Spring is a wonderful time to share plants. For Evangeline’s cuttings, I’ll head to the salvias, the kinds that bloom in hot dry summers and freezing winters and tolerate extreme neglect. These are my kind of flowers. We have at least 30 different kinds of salvias, from groundcovers to giants that grow twice as tall as I am. There are golden spires in autumn, and a hedge of blue salvias that flower nine months of the year that birds and bees adore. There are giant purple blooms and rich red ones in winter in the most sheltered part of the garden, and an orange groundcover salvia with furry grey-green leaves that I have never seen in any salvia collection.
It’s easy to take cuttings of salvias: you just snap off a bit of wood and poke it in the ground. If it’s spring and the soil is moist, that bit of wood will probably grow, as long as you wrap the ends in damp newspaper, and the whole lot in something waterproof, and post it in the overnight express (which is no longer “overnight”, but they’ll survive at least a week in the post).
Big white federation daisies are easy to take cuttings of; so too are the smaller pink and yellow ones, and all of the lavenders, the hibiscus, the bougainvillea, wormwoods, the fuchsias and the roses, though rose cuttings need to be poked into damp sand and left to grow roots before planting them out.
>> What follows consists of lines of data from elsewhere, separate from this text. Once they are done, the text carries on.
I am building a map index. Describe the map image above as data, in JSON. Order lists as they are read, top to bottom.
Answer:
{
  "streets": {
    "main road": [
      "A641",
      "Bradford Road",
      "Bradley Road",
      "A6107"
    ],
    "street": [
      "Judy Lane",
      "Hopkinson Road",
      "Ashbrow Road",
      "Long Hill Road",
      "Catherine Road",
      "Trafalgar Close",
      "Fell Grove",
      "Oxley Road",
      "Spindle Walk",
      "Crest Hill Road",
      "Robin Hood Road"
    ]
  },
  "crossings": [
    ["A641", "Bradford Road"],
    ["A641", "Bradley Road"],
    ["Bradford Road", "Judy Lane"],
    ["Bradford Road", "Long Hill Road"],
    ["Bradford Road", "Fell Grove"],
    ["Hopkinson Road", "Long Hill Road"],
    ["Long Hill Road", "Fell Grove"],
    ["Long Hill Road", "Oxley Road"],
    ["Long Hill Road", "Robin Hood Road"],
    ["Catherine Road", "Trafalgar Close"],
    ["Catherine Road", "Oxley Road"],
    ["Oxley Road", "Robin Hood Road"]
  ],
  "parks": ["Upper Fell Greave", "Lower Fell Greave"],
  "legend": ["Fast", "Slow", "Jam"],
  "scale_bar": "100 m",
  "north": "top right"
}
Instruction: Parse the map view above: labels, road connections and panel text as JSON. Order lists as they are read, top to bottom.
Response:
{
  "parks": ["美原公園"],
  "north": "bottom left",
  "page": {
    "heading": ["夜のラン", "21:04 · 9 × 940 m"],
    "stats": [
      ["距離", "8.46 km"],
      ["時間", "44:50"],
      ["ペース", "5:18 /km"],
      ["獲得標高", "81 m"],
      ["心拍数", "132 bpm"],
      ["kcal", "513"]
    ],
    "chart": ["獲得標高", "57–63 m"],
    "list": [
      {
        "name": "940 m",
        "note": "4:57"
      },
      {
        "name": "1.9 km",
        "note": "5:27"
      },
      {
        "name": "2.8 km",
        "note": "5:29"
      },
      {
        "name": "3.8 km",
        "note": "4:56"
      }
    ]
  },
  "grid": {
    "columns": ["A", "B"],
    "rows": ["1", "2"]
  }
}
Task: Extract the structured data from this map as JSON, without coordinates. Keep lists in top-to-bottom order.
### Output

This is also the time to divide plants; the ones I planted decades ago and have multiplied ever since: bright red or yellow red hot pokers, some that bloom in summer and the even more welcome winter ones; the modern varieties of hellebore I grew with fingers crossed from seeds, hoping they’d grow true to type with long stems for cutting and rich purple flowers, and most of them did — we have a dozen different shades of purple hellebore from the one bush I took seeds from, starting from pale mauve grey to an almost-black ink colour that flowers all late winter and spring. There are clove pink plants to divide (the scent is stunning) and agapanthus — the modern varieties that don’t turn into weeds — and oregano and thymes and several kinds of mint.
Possibly, OK, almost certainly, I’m going to send her far too much — her garden is already well planted. It just needs a few new gems for her to enjoy as they grow and delight with the colours of their flowers. It doesn’t matter if there are surplus cuttings or divisions; her neighbours are keen gardeners. Even in lockdown she can leave the cuttings on the footpath for them to collect, and demand, “Have you planted them yet? Are they putting out leaves?”
Years ago I discovered I love giving away plants as much as I love giving away our surplus fruit. I now grow pots of seedlings and cuttings specially to give away. The bloke who gave me a lift back from Sydney last year was greeted by my husband with a potted coffee plant to thank him, as well as a basket of limes.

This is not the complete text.